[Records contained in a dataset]
BEGIN
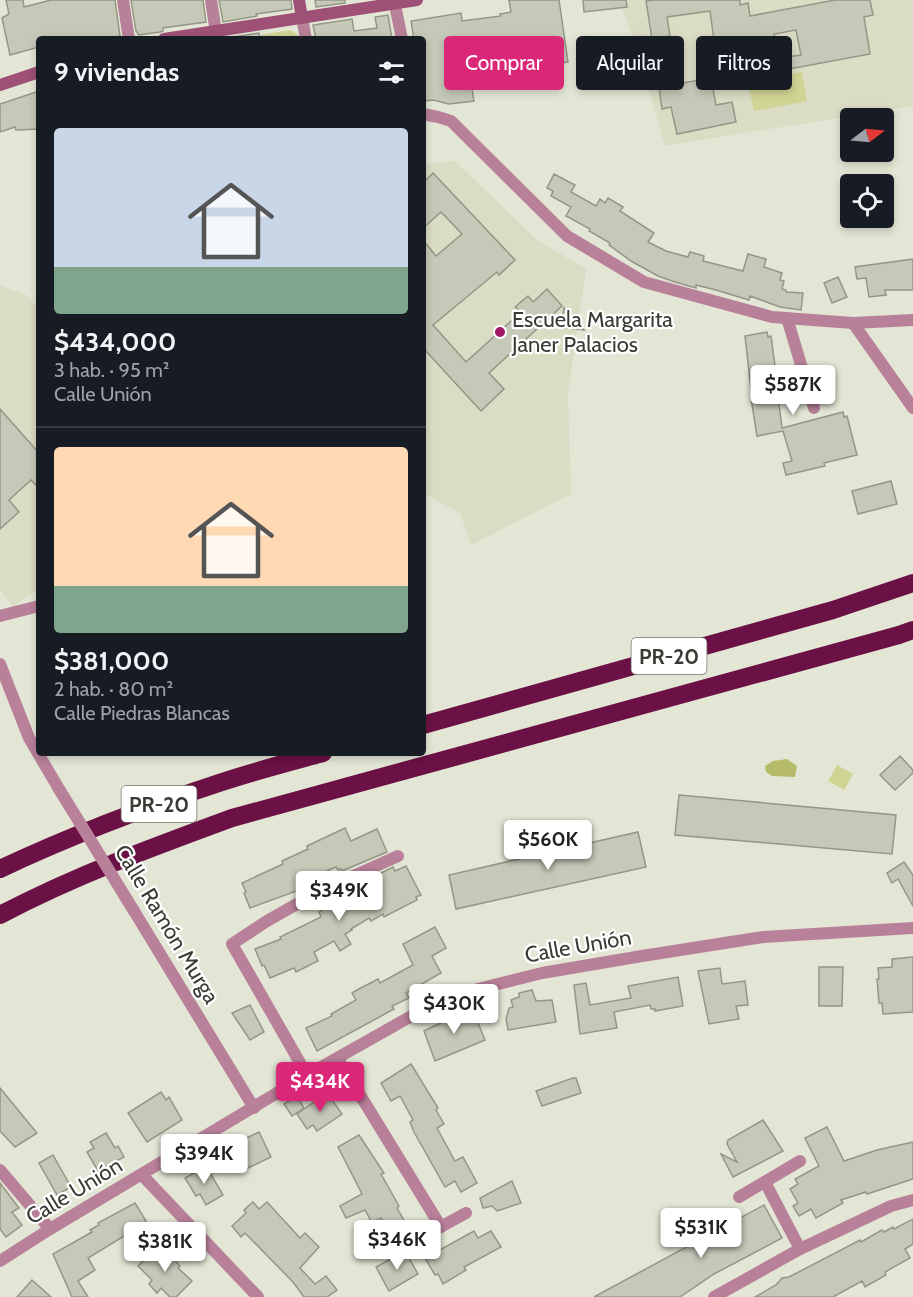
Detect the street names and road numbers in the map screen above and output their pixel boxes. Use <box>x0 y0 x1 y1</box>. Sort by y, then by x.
road number: PR-20 <box>632 638 706 674</box>
road number: PR-20 <box>122 786 196 822</box>
street label: Calle Ramón Murga <box>109 840 225 1009</box>
street label: Calle Unión <box>523 923 633 969</box>
street label: Calle Unión <box>21 1152 127 1230</box>

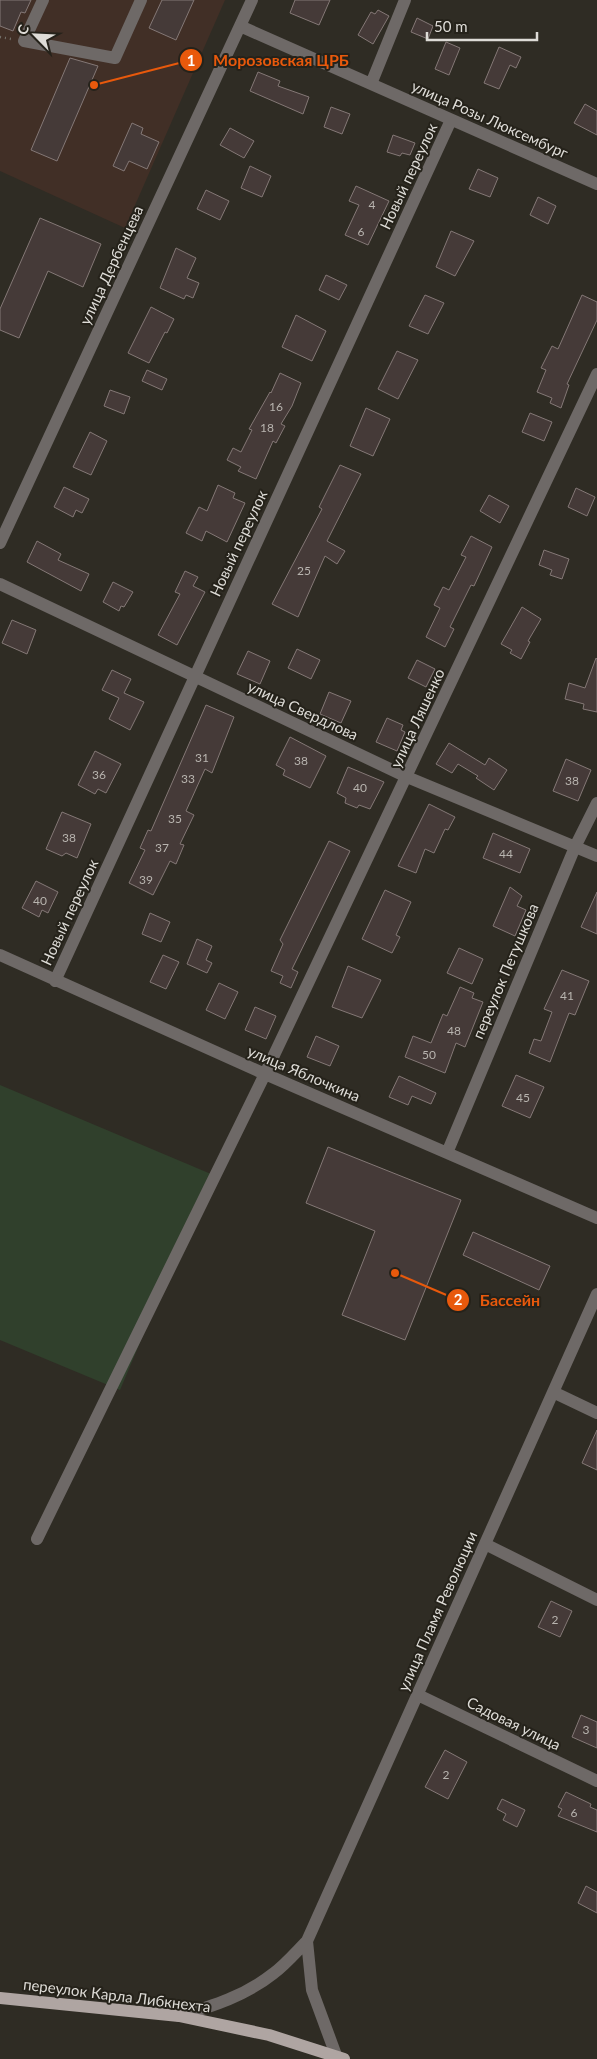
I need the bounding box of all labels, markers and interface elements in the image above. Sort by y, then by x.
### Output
north arrow [10,10,60,60]
scale bar [427,10,537,42]
text: 50 m [434,17,468,35]
text: С [13,21,33,37]
callout: Морозовская ЦРБ [178,45,359,76]
text: Морозовская ЦРБ [213,50,349,69]
text: 1 [187,51,195,69]
street label: улица Розы Люксембург [409,76,571,162]
street label: Новый переулок [376,120,441,232]
house number: 4 [369,197,376,212]
street label: улица Дербенцева [76,203,146,327]
house number: 6 [358,224,365,239]
house number: 16 [269,399,283,414]
house number: 18 [260,420,274,435]
street label: Новый переулок [206,487,271,599]
house number: 25 [297,563,311,578]
street label: улица Ляшенко [386,665,448,771]
street label: улица Свердлова [245,677,361,743]
house number: 31 [195,750,209,765]
house number: 38 [294,753,308,768]
house number: 36 [92,767,106,782]
house number: 33 [181,771,195,786]
house number: 38 [565,773,579,788]
house number: 40 [353,780,367,795]
house number: 35 [168,811,182,826]
house number: 38 [62,830,76,845]
house number: 37 [155,840,169,855]
house number: 44 [499,846,513,861]
street label: Новый переулок [37,856,102,968]
house number: 39 [139,872,153,887]
house number: 40 [33,893,47,908]
street label: переулок Петушкова [468,900,542,1042]
house number: 41 [560,988,574,1003]
house number: 48 [447,1023,461,1038]
street label: улица Яблочкина [245,1041,363,1105]
house number: 50 [422,1047,436,1062]
house number: 45 [516,1090,530,1105]
callout: Бассейн [445,1285,551,1316]
text: 2 [454,1290,463,1308]
text: Бассейн [480,1290,540,1309]
street label: улица Пламя Революции [394,1528,480,1694]
house number: 2 [552,1612,559,1627]
street label: Садовая улица [464,1693,564,1753]
house number: 3 [583,1722,590,1737]
house number: 2 [443,1767,450,1782]
house number: 6 [571,1805,578,1820]
street label: переулок Карла Либкнехта [22,1975,212,2015]

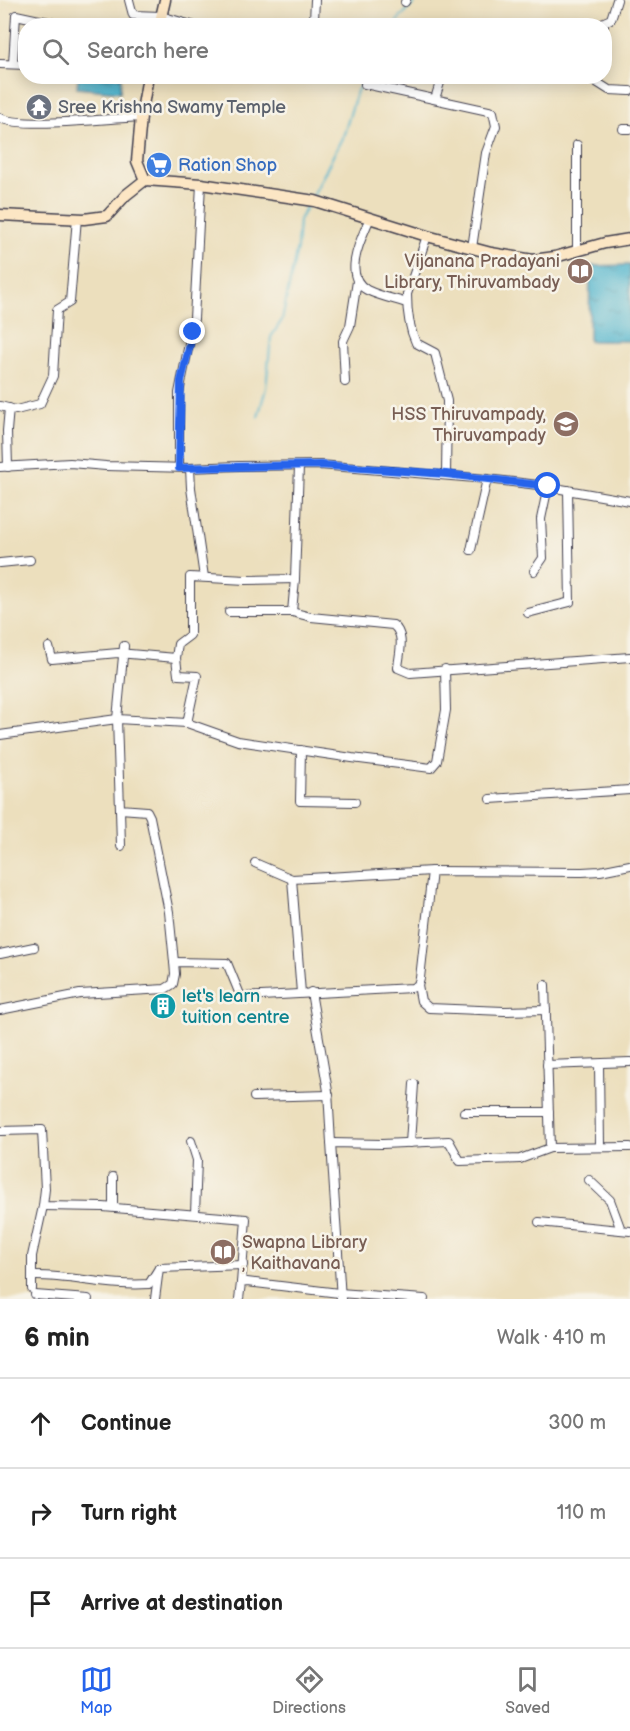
END
[PROBLEM STATEMENT]
The lines from the start of the data through the line that contains "I need the bounding" are to be returned exactly, please, with both ends included and every picture left out.

[SOLUTION]
Detect the street names and road numbers in the map screen above and output their pixel boxes. Use <box>x0 y0 x1 y1</box>. Sort by y, then by x.
road number: PR-20 <box>632 638 706 674</box>
road number: PR-20 <box>122 786 196 822</box>
street label: Calle Ramón Murga <box>109 840 225 1009</box>
street label: Calle Unión <box>523 923 633 969</box>
street label: Calle Unión <box>21 1152 127 1230</box>

I need the bounding box of all labels, markers and interface elements in the image above. Sort by y, then by x.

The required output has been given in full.